13. Additional Definitions.
(a) Section 1.1 of the Senior Subordinated Agreement is hereby amended by adding the following definition:
“Covenant Election” shall mean an election made by the Company with respect to any fiscal quarter and the twelve month fiscal period then ended to reduce the covenant levels of Minimum EBITDA and Interest Coverage Ratio contained in Schedule 6.5. The Company may only exercise a Covenant Election and such Covenant Election shall only remain effective if (x) on each day from the date on which the Covenant Election is exercised until the date on which the Company delivers to Note Purchaser the financial statements required by subsection 6.2(b) for the last month of the fiscal quarter immediately succeeding the fiscal quarter for which the Covenant Election is to apply Availability equaled or exceeded $9,000,000, (y) the Company has not exercised a Covenant Election for more than six consecutive fiscal quarters and (z) the Company has not exercised a Covenant Election for more than eight fiscal quarters within the term of this Agreement.
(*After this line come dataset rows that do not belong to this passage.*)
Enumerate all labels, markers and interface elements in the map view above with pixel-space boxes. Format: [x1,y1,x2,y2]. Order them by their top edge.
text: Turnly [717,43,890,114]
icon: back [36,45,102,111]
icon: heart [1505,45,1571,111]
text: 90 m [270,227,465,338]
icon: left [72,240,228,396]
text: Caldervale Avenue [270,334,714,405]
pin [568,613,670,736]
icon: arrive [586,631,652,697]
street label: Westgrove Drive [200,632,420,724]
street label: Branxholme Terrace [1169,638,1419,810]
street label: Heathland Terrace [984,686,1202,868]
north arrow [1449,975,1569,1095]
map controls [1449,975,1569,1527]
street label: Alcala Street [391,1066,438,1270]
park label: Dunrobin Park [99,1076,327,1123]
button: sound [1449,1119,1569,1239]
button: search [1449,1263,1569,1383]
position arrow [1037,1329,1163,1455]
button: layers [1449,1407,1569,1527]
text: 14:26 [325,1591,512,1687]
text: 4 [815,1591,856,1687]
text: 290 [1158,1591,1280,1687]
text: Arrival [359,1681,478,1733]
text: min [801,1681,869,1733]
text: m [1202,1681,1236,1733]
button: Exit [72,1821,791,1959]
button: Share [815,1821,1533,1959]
In order to make a Covenant Election, the Company must notify Note Purchaser in writing as provided in Section 10.4 of such election no later than thirty days after the end of the fiscal quarter to which the Covenant Election is to apply. By way of example of the period described in clause (x) above, if the Company wishes to make a Covenant Election for the fiscal quarter ended December 31, 2005, then the Company must notify Note Purchaser of such Covenant Election on or prior to January 30, 2006 and must maintain Availability greater than $9,000,000 for each day from the date of the Covenant Election until the date on which the financial statements for the fiscal period ended March 31, 2006 are delivered to Note Purchaser.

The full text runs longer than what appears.